En dépit des excuses, la controverse n’en finit pas de s’aggraver. Deux autres figures d’une filiale de l’entreprise entrent à leur tour dans l’œil du cyclone médiatique avec notamment une nouvelle longue enquête du site spécialisé Numerama qui fait suite à un premier dossier extrêmement fouillé publié le 6 juillet. Cette fois, il s’agit de harcèlement moral, d’humiliations et de pression managériale excessive envers des salariés qui ne doivent plus compter leurs heures pour livrer les nouveaux jeux annoncés. Dans cet hallucinant reportage, il apparaît que les gens sont tétanisés de peur. La parole ne commencera à se libérer que sous l’impulsion d’un syndicat.

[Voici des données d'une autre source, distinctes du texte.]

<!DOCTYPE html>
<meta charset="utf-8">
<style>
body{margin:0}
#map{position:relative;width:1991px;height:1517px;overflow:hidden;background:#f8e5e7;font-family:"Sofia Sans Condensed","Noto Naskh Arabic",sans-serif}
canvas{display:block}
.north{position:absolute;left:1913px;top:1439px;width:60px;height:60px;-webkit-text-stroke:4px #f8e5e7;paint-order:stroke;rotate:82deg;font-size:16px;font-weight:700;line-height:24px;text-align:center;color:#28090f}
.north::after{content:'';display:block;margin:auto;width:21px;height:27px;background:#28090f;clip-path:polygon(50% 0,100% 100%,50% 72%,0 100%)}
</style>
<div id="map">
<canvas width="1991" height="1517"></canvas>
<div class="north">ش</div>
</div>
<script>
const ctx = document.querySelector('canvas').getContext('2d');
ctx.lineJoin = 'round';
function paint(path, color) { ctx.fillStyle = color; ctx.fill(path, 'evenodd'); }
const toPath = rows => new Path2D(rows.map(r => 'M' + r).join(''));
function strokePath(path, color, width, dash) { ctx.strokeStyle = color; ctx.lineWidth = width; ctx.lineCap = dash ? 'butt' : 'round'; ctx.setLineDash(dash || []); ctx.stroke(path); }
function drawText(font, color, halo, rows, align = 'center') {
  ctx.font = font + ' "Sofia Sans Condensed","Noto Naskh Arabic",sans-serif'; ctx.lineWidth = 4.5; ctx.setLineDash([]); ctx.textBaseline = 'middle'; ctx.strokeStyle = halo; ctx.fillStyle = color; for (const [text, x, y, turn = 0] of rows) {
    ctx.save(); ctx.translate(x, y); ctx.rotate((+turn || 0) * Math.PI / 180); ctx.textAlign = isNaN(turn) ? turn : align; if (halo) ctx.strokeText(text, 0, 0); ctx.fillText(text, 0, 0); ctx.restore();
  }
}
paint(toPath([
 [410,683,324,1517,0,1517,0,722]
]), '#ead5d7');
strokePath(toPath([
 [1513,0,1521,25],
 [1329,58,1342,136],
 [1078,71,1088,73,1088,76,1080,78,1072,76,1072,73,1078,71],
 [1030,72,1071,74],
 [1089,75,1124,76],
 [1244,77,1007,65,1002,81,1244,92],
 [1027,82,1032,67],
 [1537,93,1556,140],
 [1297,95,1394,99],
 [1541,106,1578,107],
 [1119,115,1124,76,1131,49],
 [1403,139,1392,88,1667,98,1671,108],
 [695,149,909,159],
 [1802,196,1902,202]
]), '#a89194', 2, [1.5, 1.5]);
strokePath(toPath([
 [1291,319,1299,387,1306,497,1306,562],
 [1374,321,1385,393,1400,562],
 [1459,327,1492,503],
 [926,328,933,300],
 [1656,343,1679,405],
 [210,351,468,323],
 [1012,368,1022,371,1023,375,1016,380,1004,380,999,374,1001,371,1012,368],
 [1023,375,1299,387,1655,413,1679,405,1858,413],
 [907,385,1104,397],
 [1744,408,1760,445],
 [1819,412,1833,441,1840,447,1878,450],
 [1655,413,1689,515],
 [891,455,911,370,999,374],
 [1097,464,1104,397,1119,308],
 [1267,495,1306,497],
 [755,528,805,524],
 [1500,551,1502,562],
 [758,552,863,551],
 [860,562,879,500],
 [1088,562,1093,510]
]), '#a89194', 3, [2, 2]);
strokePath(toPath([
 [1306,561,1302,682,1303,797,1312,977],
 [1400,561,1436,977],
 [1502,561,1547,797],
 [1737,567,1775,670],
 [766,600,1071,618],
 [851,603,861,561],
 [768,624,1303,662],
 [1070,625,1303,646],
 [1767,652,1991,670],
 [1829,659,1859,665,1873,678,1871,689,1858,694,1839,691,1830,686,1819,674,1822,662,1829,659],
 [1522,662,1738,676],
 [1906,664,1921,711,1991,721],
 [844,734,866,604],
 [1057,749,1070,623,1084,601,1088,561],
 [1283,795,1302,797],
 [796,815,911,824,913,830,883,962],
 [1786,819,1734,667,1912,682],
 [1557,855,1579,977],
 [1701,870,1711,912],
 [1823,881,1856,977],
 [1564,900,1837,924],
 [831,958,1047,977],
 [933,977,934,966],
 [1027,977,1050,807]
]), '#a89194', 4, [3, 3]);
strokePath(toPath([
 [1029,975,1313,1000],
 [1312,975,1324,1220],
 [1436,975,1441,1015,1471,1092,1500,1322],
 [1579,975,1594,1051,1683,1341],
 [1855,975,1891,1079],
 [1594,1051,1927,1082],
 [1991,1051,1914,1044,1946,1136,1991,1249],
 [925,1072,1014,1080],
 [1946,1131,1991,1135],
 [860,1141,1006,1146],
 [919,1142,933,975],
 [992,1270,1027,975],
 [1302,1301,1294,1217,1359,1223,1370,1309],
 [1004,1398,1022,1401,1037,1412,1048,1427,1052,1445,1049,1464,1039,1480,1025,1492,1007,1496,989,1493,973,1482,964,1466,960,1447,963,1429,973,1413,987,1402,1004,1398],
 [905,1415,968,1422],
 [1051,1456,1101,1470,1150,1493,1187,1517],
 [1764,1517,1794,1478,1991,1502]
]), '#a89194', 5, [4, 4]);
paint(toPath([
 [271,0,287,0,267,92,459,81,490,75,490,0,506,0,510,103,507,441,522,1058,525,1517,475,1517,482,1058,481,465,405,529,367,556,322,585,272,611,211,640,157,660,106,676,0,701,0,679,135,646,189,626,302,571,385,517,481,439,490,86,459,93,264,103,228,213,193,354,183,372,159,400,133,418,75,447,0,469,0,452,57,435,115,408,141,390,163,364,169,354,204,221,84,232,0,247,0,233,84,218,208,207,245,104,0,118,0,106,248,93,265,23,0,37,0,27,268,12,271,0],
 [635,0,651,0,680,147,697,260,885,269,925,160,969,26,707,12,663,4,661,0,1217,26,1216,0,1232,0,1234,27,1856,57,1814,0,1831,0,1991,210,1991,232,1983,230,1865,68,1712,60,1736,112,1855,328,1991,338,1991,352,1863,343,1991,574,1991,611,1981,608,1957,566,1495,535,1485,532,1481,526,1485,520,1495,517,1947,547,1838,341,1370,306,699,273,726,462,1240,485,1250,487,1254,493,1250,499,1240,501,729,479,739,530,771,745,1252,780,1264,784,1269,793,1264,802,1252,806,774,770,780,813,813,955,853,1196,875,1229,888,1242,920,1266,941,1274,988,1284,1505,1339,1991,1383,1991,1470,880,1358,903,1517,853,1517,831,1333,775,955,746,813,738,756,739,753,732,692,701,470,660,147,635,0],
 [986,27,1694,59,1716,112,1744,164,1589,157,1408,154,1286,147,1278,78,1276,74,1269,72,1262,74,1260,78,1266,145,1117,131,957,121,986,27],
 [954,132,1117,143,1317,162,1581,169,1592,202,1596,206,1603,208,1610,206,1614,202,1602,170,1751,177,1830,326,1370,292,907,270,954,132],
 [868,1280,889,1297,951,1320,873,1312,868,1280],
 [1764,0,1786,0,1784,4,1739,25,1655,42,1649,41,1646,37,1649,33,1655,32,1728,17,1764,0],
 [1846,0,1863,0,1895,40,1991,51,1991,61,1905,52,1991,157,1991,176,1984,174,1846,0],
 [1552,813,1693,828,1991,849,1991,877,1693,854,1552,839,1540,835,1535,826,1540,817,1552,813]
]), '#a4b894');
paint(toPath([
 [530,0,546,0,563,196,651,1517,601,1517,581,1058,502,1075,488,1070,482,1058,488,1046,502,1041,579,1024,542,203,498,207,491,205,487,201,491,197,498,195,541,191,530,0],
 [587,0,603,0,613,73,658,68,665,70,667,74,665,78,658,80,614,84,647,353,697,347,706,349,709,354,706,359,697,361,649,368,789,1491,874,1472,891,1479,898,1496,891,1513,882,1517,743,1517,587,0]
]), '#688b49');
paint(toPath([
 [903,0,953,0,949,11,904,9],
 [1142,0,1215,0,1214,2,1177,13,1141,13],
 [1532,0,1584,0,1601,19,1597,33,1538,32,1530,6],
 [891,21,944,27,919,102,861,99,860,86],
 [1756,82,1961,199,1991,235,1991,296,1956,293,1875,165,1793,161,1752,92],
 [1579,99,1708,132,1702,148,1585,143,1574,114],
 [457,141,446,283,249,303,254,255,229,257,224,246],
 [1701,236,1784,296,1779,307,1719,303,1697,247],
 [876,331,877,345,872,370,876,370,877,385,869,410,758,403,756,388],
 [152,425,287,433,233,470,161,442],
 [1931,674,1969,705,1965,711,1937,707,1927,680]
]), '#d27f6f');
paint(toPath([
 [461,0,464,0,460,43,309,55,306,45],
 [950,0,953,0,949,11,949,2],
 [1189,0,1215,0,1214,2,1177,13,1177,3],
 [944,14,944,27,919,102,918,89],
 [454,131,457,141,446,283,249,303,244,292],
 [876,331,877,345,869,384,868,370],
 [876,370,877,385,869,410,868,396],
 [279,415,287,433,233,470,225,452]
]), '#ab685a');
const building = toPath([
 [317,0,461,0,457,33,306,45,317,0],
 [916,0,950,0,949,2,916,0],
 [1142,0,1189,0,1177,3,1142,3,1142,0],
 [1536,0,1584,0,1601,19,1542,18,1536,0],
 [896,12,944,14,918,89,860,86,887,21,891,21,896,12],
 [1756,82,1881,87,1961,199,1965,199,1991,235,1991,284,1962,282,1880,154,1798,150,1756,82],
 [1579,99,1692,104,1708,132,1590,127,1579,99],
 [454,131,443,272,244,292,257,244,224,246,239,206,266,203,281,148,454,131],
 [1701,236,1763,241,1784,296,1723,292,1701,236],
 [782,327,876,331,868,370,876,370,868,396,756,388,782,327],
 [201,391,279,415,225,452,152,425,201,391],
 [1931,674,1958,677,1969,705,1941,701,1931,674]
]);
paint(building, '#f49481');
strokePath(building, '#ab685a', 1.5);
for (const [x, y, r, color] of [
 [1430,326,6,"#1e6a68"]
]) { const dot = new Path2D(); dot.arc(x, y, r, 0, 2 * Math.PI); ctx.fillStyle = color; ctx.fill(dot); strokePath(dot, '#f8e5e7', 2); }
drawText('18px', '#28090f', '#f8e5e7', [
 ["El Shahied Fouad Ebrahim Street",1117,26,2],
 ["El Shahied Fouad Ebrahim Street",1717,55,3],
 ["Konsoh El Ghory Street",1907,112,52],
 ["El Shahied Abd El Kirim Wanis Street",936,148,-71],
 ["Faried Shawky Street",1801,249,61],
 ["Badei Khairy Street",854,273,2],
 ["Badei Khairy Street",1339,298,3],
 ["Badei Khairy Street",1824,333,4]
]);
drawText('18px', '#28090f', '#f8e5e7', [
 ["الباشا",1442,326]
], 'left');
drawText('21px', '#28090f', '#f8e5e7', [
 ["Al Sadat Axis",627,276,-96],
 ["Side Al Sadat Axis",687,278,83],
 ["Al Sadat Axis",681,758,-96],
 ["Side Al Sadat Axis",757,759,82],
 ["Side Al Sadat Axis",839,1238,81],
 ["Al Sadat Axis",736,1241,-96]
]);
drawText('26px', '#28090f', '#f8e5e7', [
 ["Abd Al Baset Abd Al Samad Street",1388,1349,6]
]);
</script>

Cinq mois après les premières fuites, Ubisoft continue de traîner cet énorme boulet réputationnel même si des chantiers ont été mis en œuvre et globalement appréciés en interne. Parmi ceux-ci, il y a la possibilité de remonter anonymement via un canal interne, des dérives qui seraient constatées. Des formations ont également été initiées pour lutter contre les comportements sexistes. 100 % des effectifs devraient en avoir bénéficié d’ici la fin de l’année (5). En interne, il n’en demeure pas moins que la confiance est sérieusement entamée comme le relatent deux salariés dans un article du Monde, notamment envers le PDG (6) : « Yves a perdu des points pour beaucoup de personnes. C’était vraiment une figure apaisante : pour moi, ce n’est plus le cas aujourd’hui […] Guillemot, il est sympathique, mais son côté petit père des peuples, c’est un peu en train d’exploser ». Conséquence : l’idée de changer à terme d’employeur n’est plus un tabou chez les collaborateurs.

Quand le harcèlement métastase la réputation

Une chose est certaine : Ubisoft a sérieusement éraflé son vernis d’employeur faisant rêver toute une catégorie de salariés fondus de jeux vidéo et d’informatique. Bien que la direction générale ait annoncé une féminisation (7) des équipes un peu plus poussée (de 22% à 24% d’ici 2023) ainsi qu’un accent plus prononcé sur la diversité et l’inclusivité, les pratiques de harcèlement entachent dorénavant l’image d’Ubisoft qui s’est longtemps décrite comme une société à l’ADN familiale et cool en dépit de sa taille aujourd’hui mondiale. Si réussi était-il auparavant (à cet égard, relire l’article du blog sur l’OPA de Bolloré contrée par Ubisoft), le storytelling corporate est maintenant quelque peu caduc au regard des innombrables déviances observées.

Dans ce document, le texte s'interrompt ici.